Abstract:
The daily light-dark cycle is a key zeitgeber (time cue) for entraining an organism\'s biological clock, whereby light sensing by retinal photoreceptors, particularly intrinsically photosensitive retinal ganglion cells, stimulates the suprachiasmatic nucleus of the hypothalamus, a central pacemaker that in turn orchestrates the rhythm of peripheral metabolic activities. Non-rhythmic effects of light on metabolism have also been long known, and their transduction mechanisms are only beginning to unfold.

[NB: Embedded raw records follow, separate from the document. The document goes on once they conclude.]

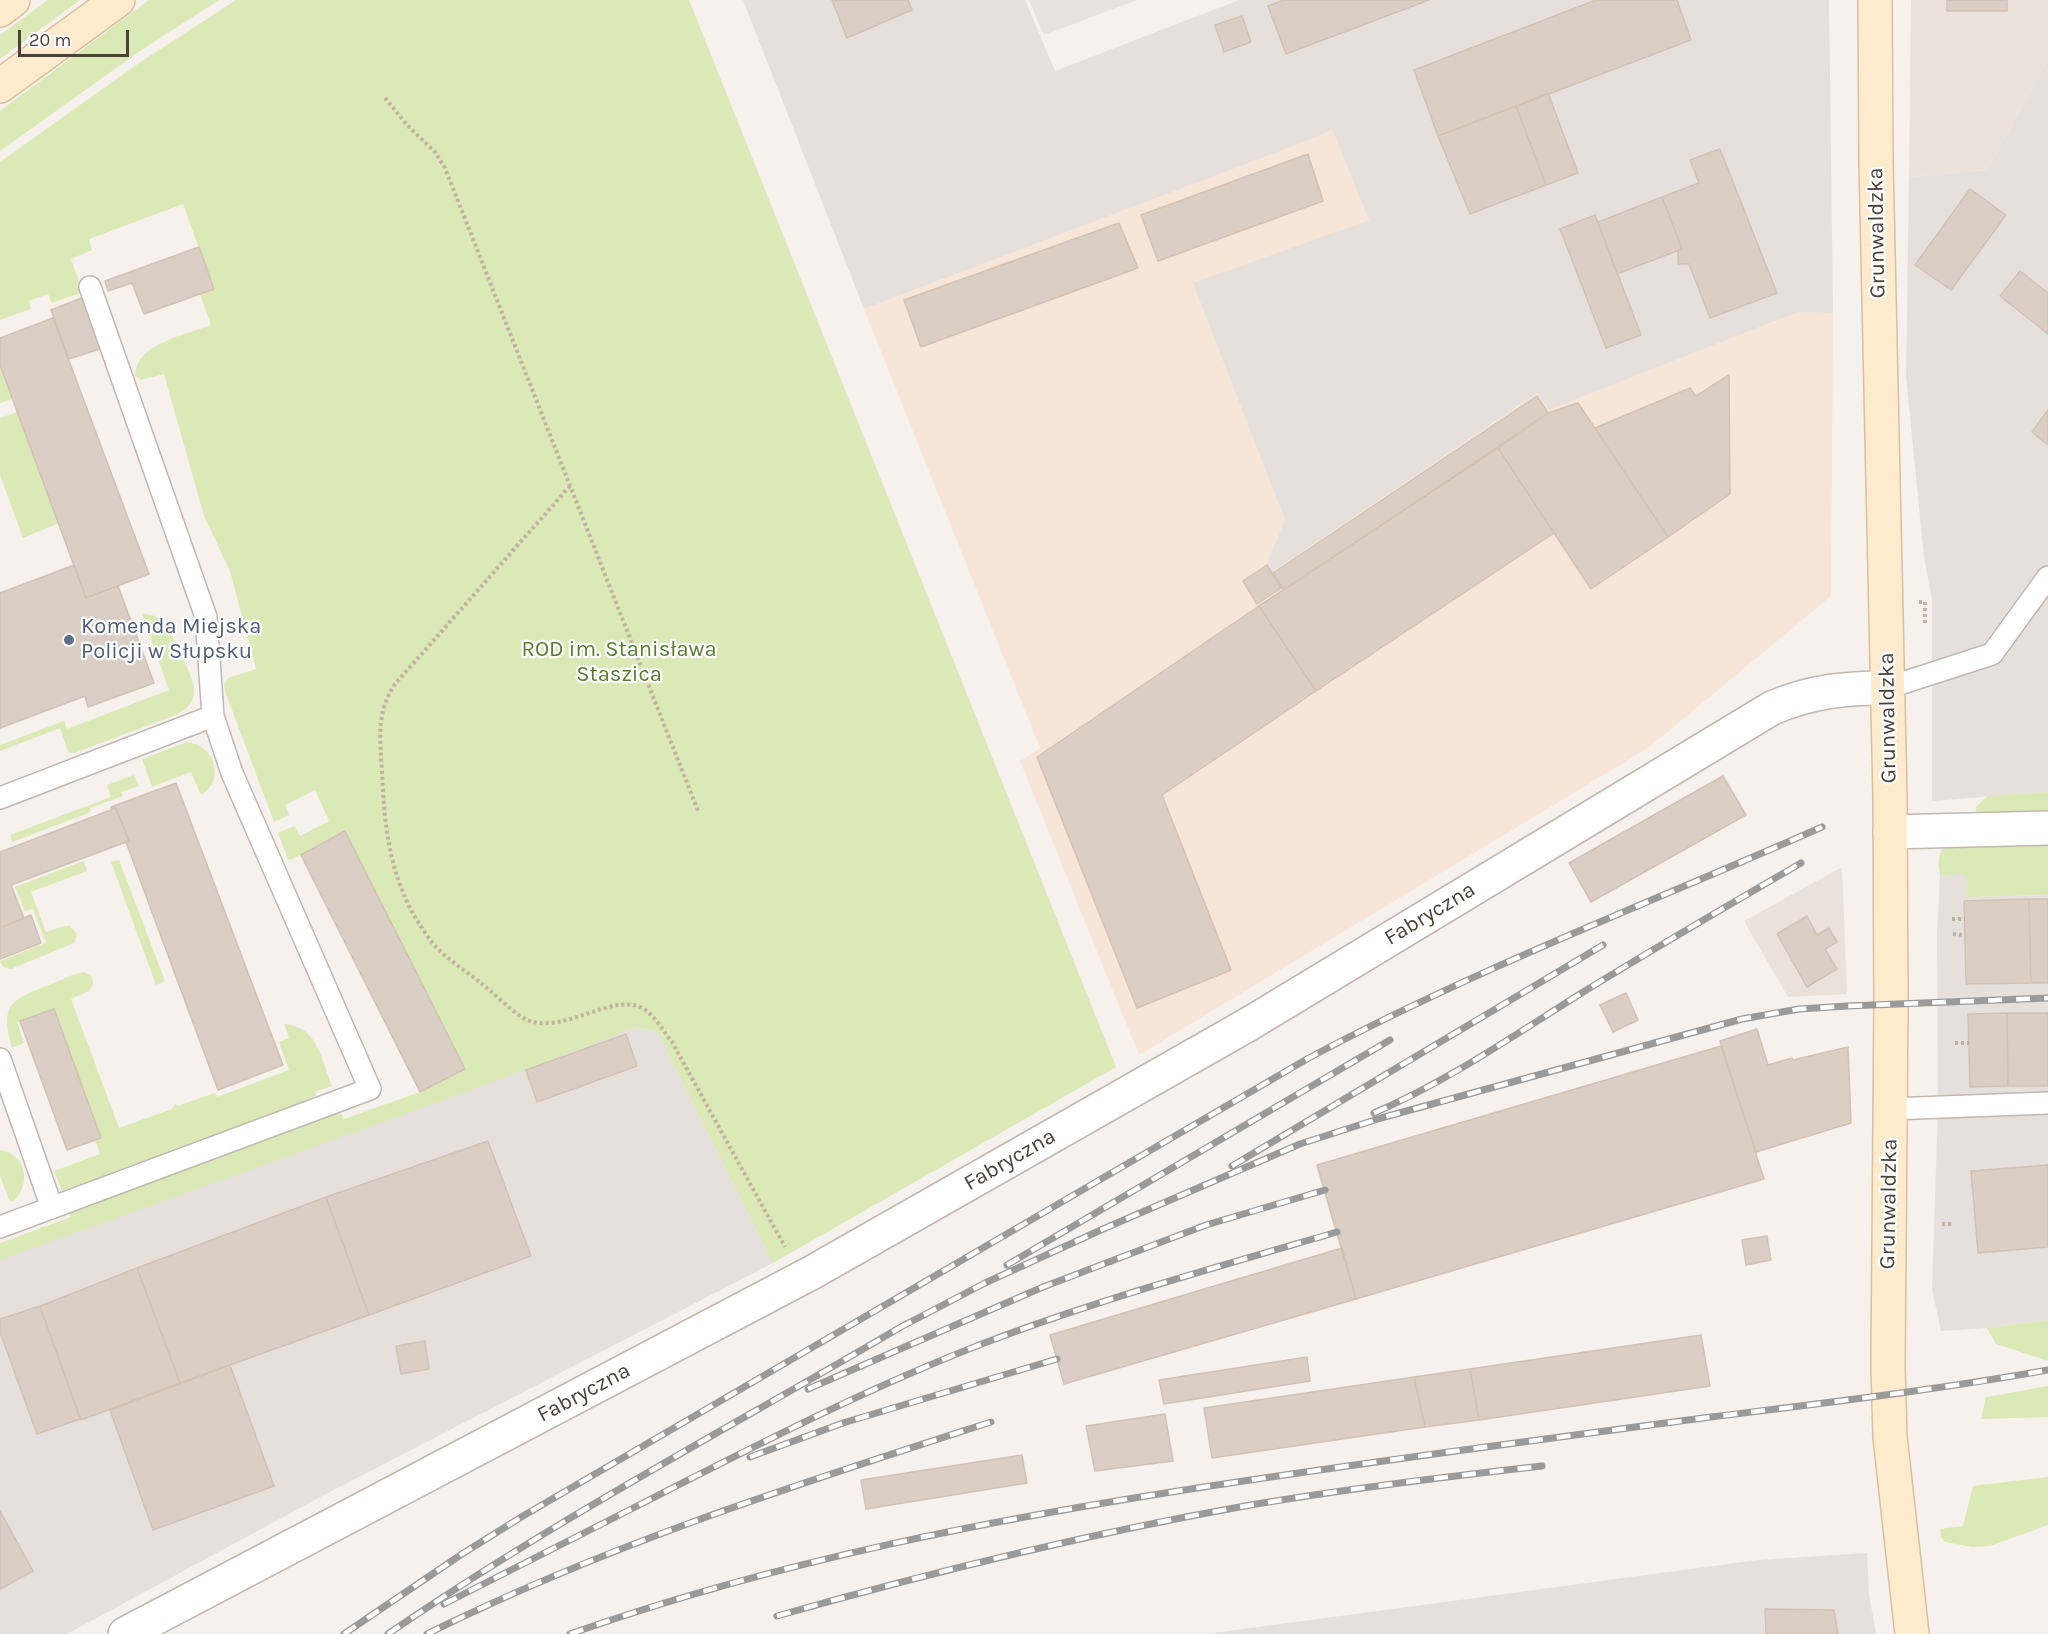 <!DOCTYPE html>
<meta charset="utf-8">
<style>
body{margin:0}
#map{position:relative;width:2048px;height:1634px;overflow:hidden;background:#f6f1ec;font-family:Karla,sans-serif}
canvas{display:block}
.scale{position:absolute;left:18px;top:30px;width:111px;height:27px;box-sizing:border-box;border:3px solid #4a4139;border-top:0;padding-left:8px;font-size:18px;line-height:21px;white-space:nowrap;color:#4a4139;-webkit-text-stroke:4px #fff;paint-order:stroke}
</style>
<div id="map">
<canvas width="2048" height="1634"></canvas>
<div class="scale">20 m</div>
</div>
<script>
const ctx = document.querySelector('canvas').getContext('2d');
ctx.lineJoin = 'round';
function paint(path, color) { ctx.fillStyle = color; ctx.fill(path, 'evenodd'); }
function trace(path, color, width, dash) { ctx.strokeStyle = color; ctx.lineWidth = width; ctx.lineCap = dash ? 'butt' : 'round'; ctx.setLineDash(dash || []); ctx.stroke(path); }
function drawText(font, color, halo, rows, align = 'center') {
  ctx.font = font + ' Karla,sans-serif'; ctx.lineWidth = 4.5; ctx.setLineDash([]); ctx.textBaseline = 'middle'; ctx.strokeStyle = halo; ctx.fillStyle = color; for (const [text, x, y, turn = 0] of rows) {
    ctx.save(); ctx.translate(x, y); ctx.rotate((+turn || 0) * Math.PI / 180); ctx.textAlign = isNaN(turn) ? turn : align; if (halo) ctx.strokeText(text, 0, 0); ctx.fillText(text, 0, 0); ctx.restore();
  }
}
const residential = new Path2D(`
 M1911 0H2048V59L1987 170 1909 177Z
 M1842 867 1847 994 1788 997 1744 921Z`);
const commercial = new Path2D(`
 M1332 128 1369 220 1194 283 1285 520 1267 563 1272 571 1537 393 1549 410 1798 312 1833 313 1831 596 1648 748 1139 1055 1020 761 1040 748 864 309 1312 139Z`);
const industrial = new Path2D(`
 M743 0H1025L1055 71 1239 0H1829L1833 313 1798 312 1549 410 1537 393 1272 572 1267 563 1285 520 1193 283 1369 220 1332 129 1312 139 864 309Z
 M2048 59V792L1932 801V600L1924 557 1906 376 1909 177 1987 170Z
 M1954 874H1964L1967 878 1966 897 2048 895V1320L1987 1328 1941 1331 1932 1289 1938 1107 1937 935 1940 875 1947 876Z
 M636 1027 658 1033 773 1263 324 1495 67 1634H0V1259Z
 M1867 1553 1869 1594 1876 1634H1206L1758 1560Z`);
const green = new Path2D(`
 M48 0H80L0 59V35Z
 M149 0H219L140 51 0 151V111Z
 M236 0H689L1116 1067 773 1263 658 1033 636 1027 480 1087 0 1260V1243L71 1217 69 1211 334 1112 336 1114 341 1113 344 1119 420 1092 465 1069 346 832 290 860 288 859 278 833 294 826 300 836 329 821 315 790 285 805 289 815 274 822 225 691 224 685 228 678 256 669 230 571 204 516 164 374 141 380 135 376C136 343 186 335 211 325L200 294 214 289 183 204 89 239 92 250 71 259 83 292 52 303 48 294 29 301 31 309 0 320V162L139 63Z
 M0 365 12 399 0 403Z
 M17 412 59 523 23 538 0 475V418Z
 M142 614C148 614 155 615 160 619 169 626 174 640 179 651 190 674 208 700 176 715L74 753H70L68 751 60 728 0 751V745L64 721 67 729 169 690Z
 M187 742C215 745 226 780 201 795L191 772 152 787 142 759Z
 M134 775 139 786 121 792 123 796 90 808 91 812 12 842 10 835 111 797 107 785Z
 M2048 792V814L1980 816 1976 813V807L1987 796Z
 M2048 842V895L1966 897 1967 879 1964 874C1955 874 1948 877 1940 875 1938 863 1937 854 1946 845Z
 M119 860 165 981 156 985 111 862Z
 M84 861 87 871 31 892 46 932 64 926H70L77 934 74 943 11 969 3 967 0 961 46 943 33 909 25 911 15 887Z
 M85 972 92 977 93 985 89 991 71 999 119 1128 172 1109 176 1104 177 1106 215 1093 217 1097 289 1070 279 1042 289 1038 284 1024C318 1026 321 1059 332 1086L315 1092 316 1096 306 1100 308 1105 69 1194 67 1189 62 1191 54 1171 100 1154 95 1140 101 1137 54 1010 17 1022 24 1043 12 1048C0 1003 11 1000 49 985 60 981 73 973 85 972Z
 M0 1150C27 1153 32 1187 12 1202L9 1200 0 1176Z
 M2048 1320V1360H2045L1996 1344 1987 1328Z
 M2048 1386V1417L1981 1419 1986 1397Z
 M2048 1477V1525L1990 1546 1972 1547 1945 1542 1941 1537 1940 1529 1963 1526 1973 1486Z`);
const parking = new Path2D(`
 M1029 0H1137L1044 35Z`);
const building = new Path2D(`
 M832 0H908L912 10 847 38Z
 M1284 0H1429L1286 54 1268 6Z
 M1596 0H1677L1691 40 1438 136 1414 70Z
 M1947 0H2007V11H1947Z
 M1242 16 1251 42 1224 52 1215 25Z
 M1548 93 1578 173 1546 185 1516 106Z
 M1516 106 1546 185 1470 214 1438 136Z
 M1720 149 1777 293 1710 318 1689 264H1678V251L1682 249 1662 197 1699 183 1690 160Z
 M1308 154 1323 201 1158 261 1141 215Z
 M1970 189 2006 215 1951 290 1915 265Z
 M1662 197 1682 249 1617 274 1598 222Z
 M1595 215 1641 335 1606 348 1560 229Z
 M1119 223 1138 268 921 347 904 300Z
 M199 247 214 289 144 314 132 283 108 291 105 281Z
 M2020 271 2048 293V334L2000 296Z
 M84 297 103 348 69 359 51 310Z
 M53 318 149 574 86 598 0 365V338Z
 M1729 375 1730 494 1668 537 1595 428 1690 388 1696 396Z
 M1537 396 1548 413 1284 590 1273 573Z
 M1578 403 1668 537 1591 589 1498 448 1548 413Z
 M2048 410V445L2032 432Z
 M1498 448 1554 533 1316 691 1259 606Z
 M74 565 86 598 118 586 154 683 88 707 85 696 0 728V593Z
 M1267 565 1281 588 1257 604 1243 581Z
 M1259 606 1316 691 1162 795 1231 970 1137 1008 1037 757Z
 M1723 776 1746 815 1591 902 1569 863Z
 M176 783 283 1065 218 1090 126 842 129 841 116 808 111 809V807Z
 M116 808 129 841 11 885 24 918 0 928V852Z
 M345 831 465 1069 420 1092 301 855Z
 M2029 899H2048V983H2031Z
 M2029 899 2031 983 1966 984 1964 901Z
 M31 915 41 943 0 959V928Z
 M1807 916 1817 935 1829 928 1837 942 1825 949 1837 969 1807 987 1777 934Z
 M1626 993 1638 1020 1613 1032 1600 1005Z
 M54 1009 101 1138 67 1150 20 1021Z
 M2007 1013H2048V1086H2008Z
 M2007 1013 2008 1086 1970 1087 1968 1014Z
 M1757 1029 1768 1065 1792 1058 1793 1060 1848 1047 1851 1123 1756 1152 1720 1041Z
 M626 1034 637 1066 537 1102 526 1070Z
 M1721 1046 1764 1179 1356 1299 1317 1165Z
 M488 1141 531 1256 369 1315 326 1197Z
 M2048 1165V1247L1978 1253 1971 1171Z
 M326 1197 369 1315 180 1383 137 1268Z
 M1767 1236 1771 1260 1746 1265 1742 1240Z
 M1342 1248 1356 1299 1064 1384 1050 1335Z
 M137 1268 180 1383 81 1420 40 1306Z
 M40 1306 80 1419 37 1434 0 1332V1319Z
 M1701 1335 1710 1386 1479 1420 1470 1369Z
 M425 1341 429 1369 401 1374 396 1346Z
 M1307 1357 1310 1381 1164 1404 1159 1380Z
 M230 1365 274 1486 153 1530 110 1410Z
 M1470 1369 1479 1420 1425 1427 1414 1377Z
 M1414 1377 1425 1427 1212 1458 1204 1408Z
 M1165 1414 1173 1461 1095 1471 1086 1426Z
 M1022 1455 1027 1483 866 1509 861 1480Z
 M0 1511 33 1571 0 1589Z
 M1765 1609 1834 1610 1838 1634H1766Z`);
const path = new Path2D(`
 M385 98 408 126 435 152 445 168 698 811
 M570 486 395 684C376 713 380 738 382 771 384 826 390 881 422 928 426 934 430 941 435 946 448 960 466 971 481 983 491 991 517 1016 527 1020 564 1035 613 992 642 1008 655 1015 663 1031 672 1042L785 1247
 M1919 602H1925V624
 M1952 919H1965
 M1953 934 1965 935
 M1955 1043H1969
 M1942 1224H1954`);
const lane = new Path2D(`
 M1887 688 1992 654 2048 577
 M0 798 213 716
 M0 1059 52 1208
 M1890 1109 2048 1103
 M0 1227 370 1089 232 773 213 716 206 617 90 287`);
const street = new Path2D(`
 M1890 832 2048 828
 M125 1634 813 1272 1249 1024 1772 708C1812 691 1845 688 1887 688`);
const secondary = new Path2D(`
 M1875 0 1876 161 1890 797 1891 1003 1888 1366 1890 1437 1912 1634
 M0 10 13 0
 M0 86 118 0`);
const rail = new Path2D(`
 M1374 1113C1448 1081 1513 1036 1580 994 1653 949 1727 906 1801 863
 M1232 1166 1603 945
 M1007 1265 1390 1040
 M899 1328 985 1283 1103 1229 1300 1144 1381 1118 1742 1019 1799 1009 1847 1006 2048 998
 M808 1389 1043 1287 1206 1225 1325 1190
 M750 1457 843 1423 1057 1359
 M639 1505C753 1447 867 1388 987 1342 1101 1299 1220 1266 1337 1232
 M444 1604 645 1502
 M777 1616C932 1572 1087 1534 1245 1506 1344 1489 1443 1477 1542 1466
 M344 1634 462 1554 523 1516 1307 1059C1473 970 1650 903 1822 827
 M388 1634C554 1520 733 1426 906 1324
 M427 1634C608 1544 799 1484 991 1422
 M570 1634C780 1560 998 1518 1217 1485 1382 1460 1546 1439 1711 1417 1824 1403 1936 1390 2048 1370`);
const markers = [
 [69,640,6,"#5c6f8a"]
];
const streetNames = [
 ["Grunwaldzka",1877,233,-91],
 ["Grunwaldzka",1888,718,-91],
 ["Fabryczna",1430,914,-31],
 ["Fabryczna",1010,1160,-30],
 ["Grunwaldzka",1889,1204,-89],
 ["Fabryczna",584,1393,-28]
];
const serviceNames = [
 ["Komenda Miejska",81,627],
 ["Policji w Słupsku",81,652]
];
const parkNames = [
 ["ROD im. Stanisława",619,650],
 ["Staszica",619,675]
];
paint(residential, '#eae2da');
paint(commercial, '#f7e5d8');
paint(industrial, '#e6e0dd');
paint(green, '#dae9b5');
paint(parking, '#e5e2e0');
paint(building, '#dbcec4');
trace(building, '#d2c2b4', 1.5);
trace(lane, '#c2b7ae', 24);
trace(street, '#c2b7ae', 36);
trace(secondary, '#d8c09e', 36);
trace(path, '#c3b19f', 4, [3, 3]);
trace(lane, '#fff', 21);
trace(street, '#fff', 33);
trace(secondary, '#feebcd', 33);
trace(rail, '#9a9a9a', 7);
trace(rail, '#fff', 4.5, [14]);
for (const [x, y, r, color] of markers) { const dot = new Path2D(); dot.arc(x, y, r, 0, 2 * Math.PI); ctx.fillStyle = color; ctx.fill(dot); trace(dot, '#fff', 2); }
drawText('22px', '#4a4139', '#fff', streetNames);
drawText('22px', '#4e5e75', '#fff', serviceNames, 'left');
drawText('22px', '#577e2b', '#fff', parkNames);
</script>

Here, we summarize emerging evidence that, in mammals, light exposure or deprivation profoundly affects glucose homeostasis, thermogenesis and other metabolic activities in a clock-independent manner. Such light regulation could involve melanopsin-based, intrinsically photosensitive retinal ganglion cell-initiated brain circuits via the suprachiasmatic nucleus of the hypothalamus and other nuclei, or direct stimulation of opsins expressed in the hypothalamus, adipose tissue, blood vessels and skin to regulate sympathetic tone, lipolysis, glucose uptake, mitochondrial activation, thermogenesis, food intake, blood pressure and melanogenesis. These photic signalling events may coordinate with circadian-based mechanisms to maintain metabolic homeostasis, with dysregulation of this system underlying metabolic diseases caused by aberrant light exposure, such as environmental night light and shift work.
摘要:
每天的明暗循环是一个关键的zeitgeber(时间线索),用于夹带生物体的生物钟,通过视网膜光感受器感知光,特别是内在光敏的视网膜神经节细胞,刺激下丘脑的视交叉上核,中央起搏器,反过来协调周围代谢活动的节奏。光对新陈代谢的非节律影响也早已为人所知,它们的转导机制才刚刚开始展开。这里,我们总结了新出现的证据,在哺乳动物中,光照或剥夺会严重影响葡萄糖稳态,产热和其他代谢活动以与时钟无关的方式进行。这种光调节可能涉及基于黑视蛋白的,通过下丘脑视交叉上核和其他核的内在光敏性视网膜神经节细胞启动的脑回路,或直接刺激下丘脑中表达的视蛋白,脂肪组织,血管和皮肤来调节交感神经紧张,脂解,葡萄糖摄取,线粒体激活,产热,食物摄入量,血压和黑色素生成。这些光信号事件可能与基于昼夜节律的机制协调以维持代谢稳态,与异常光照射引起的代谢疾病相关的系统失调,如环境夜灯和倒班工作。